That's a bad explanation, so here's how it works in Prolog. Imagine the
following knowledge base:

 parent(sally, tom)
 parent(bill, tom)
 parent(tom, sue)
 parent(alice, sue)
 parent(sarah, tim)
 
 male(bill)
 male(tom)
 male(tim)

Now let's assume we have a rule that states that someone is a father if they
are a parent and they are male.

 father(Person) :-
   parent(Person, _),
   male(Person).

In the above rule, the underscore is called an "anonymous vairable" and means
"I don't care what this value is."  Prolog may still bind the variable
internally (though this behavior is not guaranteed), but its value will not be
taken into account when trying to determine if terms unify.

Taking the first term in the rule, the logic engine might try to unify this
with the first fact in the knowledge base, C<parent(sally, tom)>. C<Person>
unifies with I<sally>.  The underscore, C<_>, unifies with I<tom> but since
we stated this unification is unimportant, we can ignore that.

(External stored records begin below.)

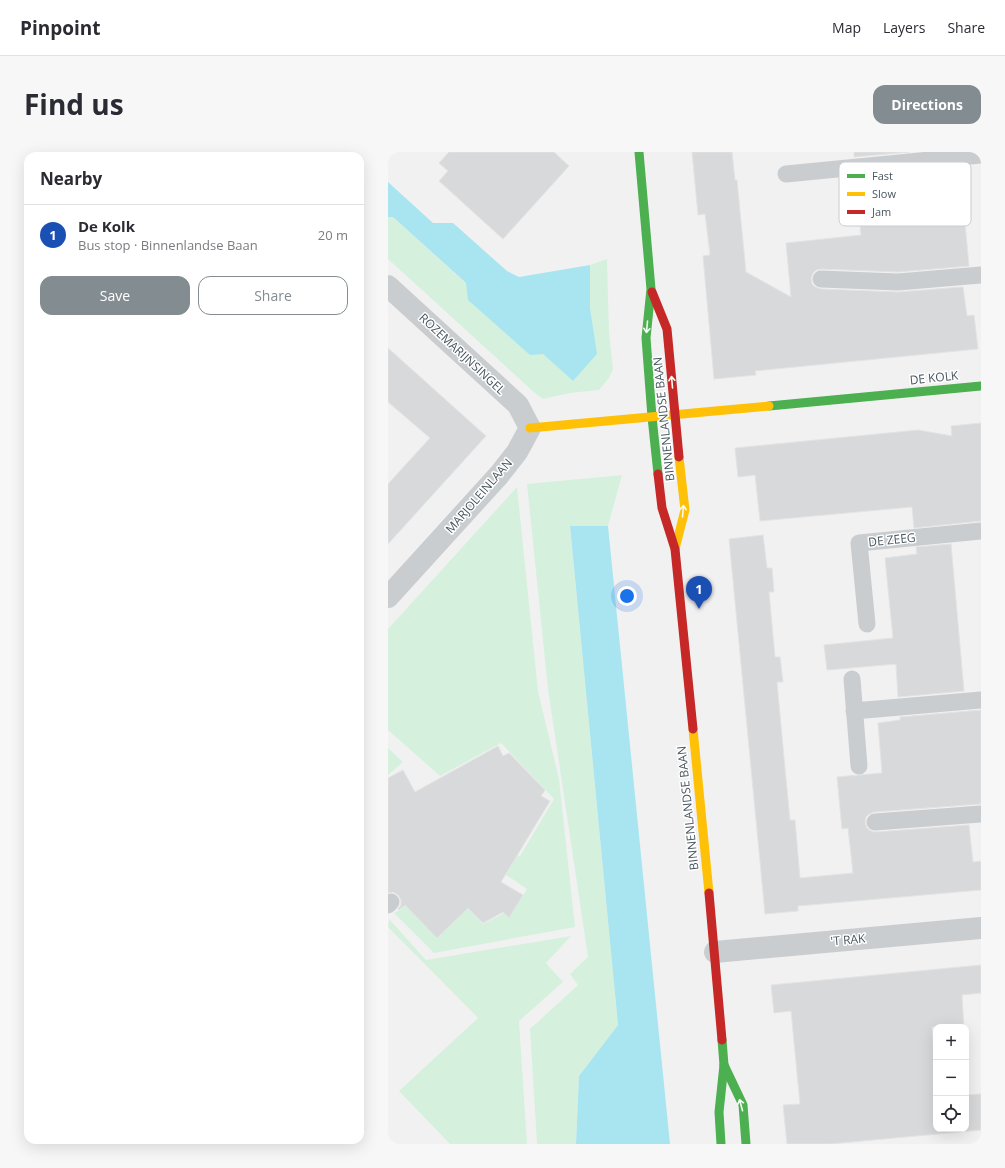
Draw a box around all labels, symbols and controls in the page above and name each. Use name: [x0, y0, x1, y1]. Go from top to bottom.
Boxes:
text: Pinpoint: [20, 15, 101, 41]
text: Map: [832, 18, 861, 37]
text: Layers: [883, 18, 925, 37]
text: Share: [947, 18, 985, 37]
text: Find us: [24, 85, 124, 123]
button: Directions: [873, 85, 981, 124]
legend: [839, 162, 971, 226]
text: Nearby: [40, 167, 102, 190]
text: Fast: [872, 168, 893, 183]
text: Slow: [872, 186, 896, 201]
text: Jam: [871, 204, 891, 219]
text: De Kolk: [78, 216, 135, 236]
text: 1: [49, 226, 57, 244]
text: 20 m: [318, 226, 348, 244]
text: Bus stop · Binnenlandse Baan: [78, 236, 258, 254]
button: Save: [40, 276, 190, 315]
button: Share: [198, 276, 348, 315]
street label: ROZEMARIJNSINGEL: [415, 309, 509, 398]
one-way arrow: [643, 320, 651, 333]
street label: BINNENLANDSE BAAN: [649, 356, 678, 482]
street label: DE KOLK: [909, 366, 960, 389]
one-way arrow: [668, 376, 675, 389]
street label: MARJOLEINLAAN: [441, 455, 516, 537]
one-way arrow: [680, 505, 687, 518]
street label: DE ZEEG: [867, 529, 916, 550]
pin: 1: [686, 576, 712, 609]
your location: [617, 586, 637, 606]
street label: BINNENLANDSE BAAN: [673, 745, 702, 871]
street label: 'T RAK: [830, 929, 867, 949]
map controls: [933, 1024, 969, 1132]
button: +: [933, 1024, 969, 1060]
button: −: [933, 1060, 969, 1096]
button: locate: [933, 1096, 969, 1132]
one-way arrow: [737, 1099, 745, 1112]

We now have a fact which unifies with the first term in the rule, so we push
this information onto a stack.  Since there are still additional facts we can
try, we set a "choice point" in the stack telling us which fact we last tried.
If we have to backtrack to see a choice point, we move on to the next fact and
try again.

Moving on to the next term in the rule, C<male(Person)>, we know that "sally"
is unified to C<Person>, so we now try to unify C<male(sally)> with all of the
corresponding rules in the knowledge base. Since we can't, the logic engine
backs up to the last item where we could make a new choice and sees
C<parent(bill, tom)>. C<Person> gets unified with I<bill>. Then in moving to
the next rule we see that we unify with C<male(bill)>. Now, we check the first
item in the rule and see that it's C<father(Person)>. and the logic engine
reports that I<bill> is a father.

Note that we can then force the engine to backtrack and by continuously
following this procedure, we can determine who all the fathers are.

And that's how logic programming works. Simple, eh? (Well, individual items can
be lists or other rules, but you get the idea).

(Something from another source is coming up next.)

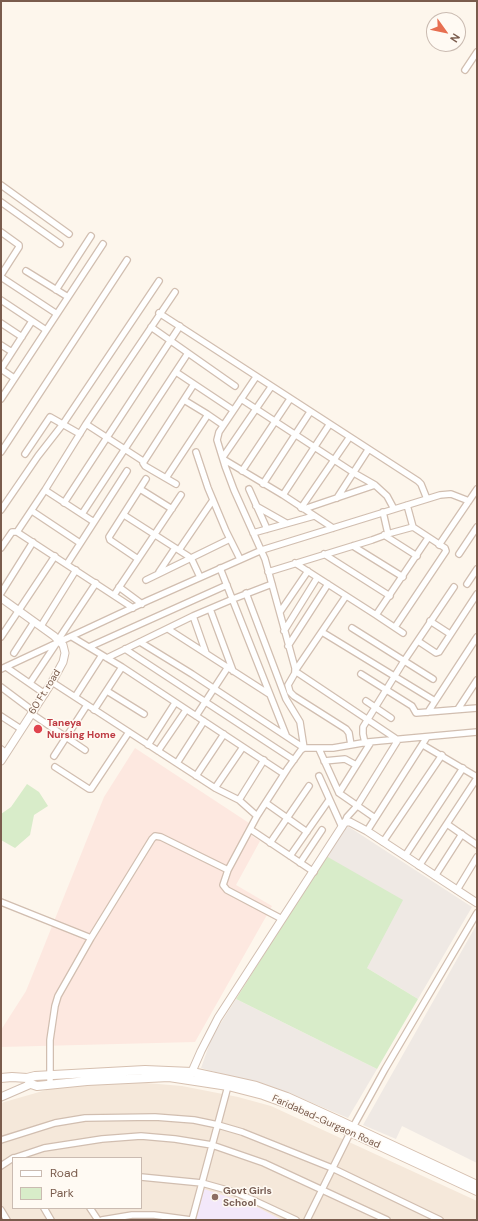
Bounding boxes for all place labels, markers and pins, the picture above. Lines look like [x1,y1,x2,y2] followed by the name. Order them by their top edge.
[47,717,116,740] place label: Taneya Nursing Home
[32,723,44,735] marker: Taneya Nursing Home
[223,1185,272,1208] place label: Govt Girls School
[210,1192,220,1202] marker: Govt Girls School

=head2 Executing Prolog in Perl

Getting back to Perl, how would we implement that in a Perl program?

The basic process for using C<AI::Prolog> looks something like this:

 use AI::Prolog;
 my $prolog = AI::Prolog->new($prolog_code);

Create a new C<AI::Prolog> object, passing Prolog code as the argument.  If you
prefer, you can wrap the constructor in a C<BEGIN> block:

 my $prolog;
 BEGIN {
   $prolog = AI::Prolog->new(<<'  END_PROLOG');
     % some Prolog code goes here
   END_PROLOG
 }

This is not strictly necessary, but if your Prolog code has a syntax error, it
will be a compile-time error, not a run-time error, and you'll get an error
message similar to:

 Unexpected character: (Expecting: ')'.  Got (.)) at line number 12.
 BEGIN failed--compilation aborted at test.pl line 7.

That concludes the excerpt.